The bug bounty reports sent to the teams must have substantial information with proof of concept regarding the vulnerability so that the program owners can replicate the vulnerability as per how the researcher found it. Usually the rewards are subject to the size of the organization, the level of effort put in to identify the vulnerability, the severity of the vulnerability, and the effects on the users.
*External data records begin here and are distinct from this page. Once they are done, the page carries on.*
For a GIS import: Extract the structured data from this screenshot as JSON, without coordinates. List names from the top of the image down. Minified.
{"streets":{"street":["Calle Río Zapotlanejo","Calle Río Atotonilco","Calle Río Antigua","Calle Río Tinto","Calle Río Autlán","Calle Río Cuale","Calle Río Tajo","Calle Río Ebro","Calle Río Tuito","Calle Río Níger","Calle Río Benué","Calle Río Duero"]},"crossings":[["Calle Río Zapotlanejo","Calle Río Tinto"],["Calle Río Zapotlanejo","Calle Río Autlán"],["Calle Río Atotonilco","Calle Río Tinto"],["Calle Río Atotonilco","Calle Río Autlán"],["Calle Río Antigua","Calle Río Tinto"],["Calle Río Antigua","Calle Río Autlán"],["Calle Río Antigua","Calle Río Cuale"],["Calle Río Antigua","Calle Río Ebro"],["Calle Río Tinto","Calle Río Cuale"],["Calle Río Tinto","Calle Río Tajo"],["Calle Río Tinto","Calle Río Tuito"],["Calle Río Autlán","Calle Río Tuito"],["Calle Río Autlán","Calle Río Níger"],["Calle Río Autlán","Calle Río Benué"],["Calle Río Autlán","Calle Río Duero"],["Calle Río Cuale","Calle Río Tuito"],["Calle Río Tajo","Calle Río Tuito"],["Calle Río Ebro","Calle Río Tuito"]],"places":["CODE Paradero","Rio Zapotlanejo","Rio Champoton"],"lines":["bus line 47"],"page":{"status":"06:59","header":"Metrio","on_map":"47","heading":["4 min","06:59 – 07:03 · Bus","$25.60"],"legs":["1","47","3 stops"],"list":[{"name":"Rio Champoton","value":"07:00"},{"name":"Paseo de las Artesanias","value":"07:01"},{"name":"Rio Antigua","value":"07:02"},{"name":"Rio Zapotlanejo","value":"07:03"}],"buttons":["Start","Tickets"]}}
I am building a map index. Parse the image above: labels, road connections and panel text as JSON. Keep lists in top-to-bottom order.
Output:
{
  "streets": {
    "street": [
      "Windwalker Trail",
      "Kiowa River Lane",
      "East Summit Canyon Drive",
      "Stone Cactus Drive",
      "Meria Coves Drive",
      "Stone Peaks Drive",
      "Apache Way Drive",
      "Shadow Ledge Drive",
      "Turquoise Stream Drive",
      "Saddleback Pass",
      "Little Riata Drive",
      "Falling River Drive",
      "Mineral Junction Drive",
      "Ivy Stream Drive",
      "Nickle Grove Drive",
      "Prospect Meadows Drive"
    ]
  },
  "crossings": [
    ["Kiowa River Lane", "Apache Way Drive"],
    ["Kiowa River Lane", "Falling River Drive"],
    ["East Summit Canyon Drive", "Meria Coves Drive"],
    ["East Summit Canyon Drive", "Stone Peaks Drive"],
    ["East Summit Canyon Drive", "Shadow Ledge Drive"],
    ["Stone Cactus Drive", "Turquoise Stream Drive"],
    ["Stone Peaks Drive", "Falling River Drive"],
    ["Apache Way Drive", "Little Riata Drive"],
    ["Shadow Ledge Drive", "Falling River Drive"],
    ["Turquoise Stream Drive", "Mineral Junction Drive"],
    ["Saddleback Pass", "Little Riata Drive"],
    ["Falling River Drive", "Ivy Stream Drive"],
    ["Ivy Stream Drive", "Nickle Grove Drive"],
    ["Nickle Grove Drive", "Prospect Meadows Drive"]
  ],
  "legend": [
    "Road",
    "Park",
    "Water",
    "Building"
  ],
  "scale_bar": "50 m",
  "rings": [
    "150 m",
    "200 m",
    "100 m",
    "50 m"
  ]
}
Statistics state that companies pay more for bugs with high severity than with normal ones. Facebook has paid up to 20,000 USD for a single bug report. Google has a collective record of paying 700,000 USD to researchers who reported vulnerabilities to them. Similarly, Mozilla pays up to 3,000 USD for vulnerabilities. A researcher from the UK called James Forshaw was rewarded 100,000 USD for identifying a vulnerability in Windows 8.1. In 2016, Apple also announced rewards up to 200,000 USD to find flaws in iOS components, such as remote execution with kernel privileges or unauthorized iCloud access.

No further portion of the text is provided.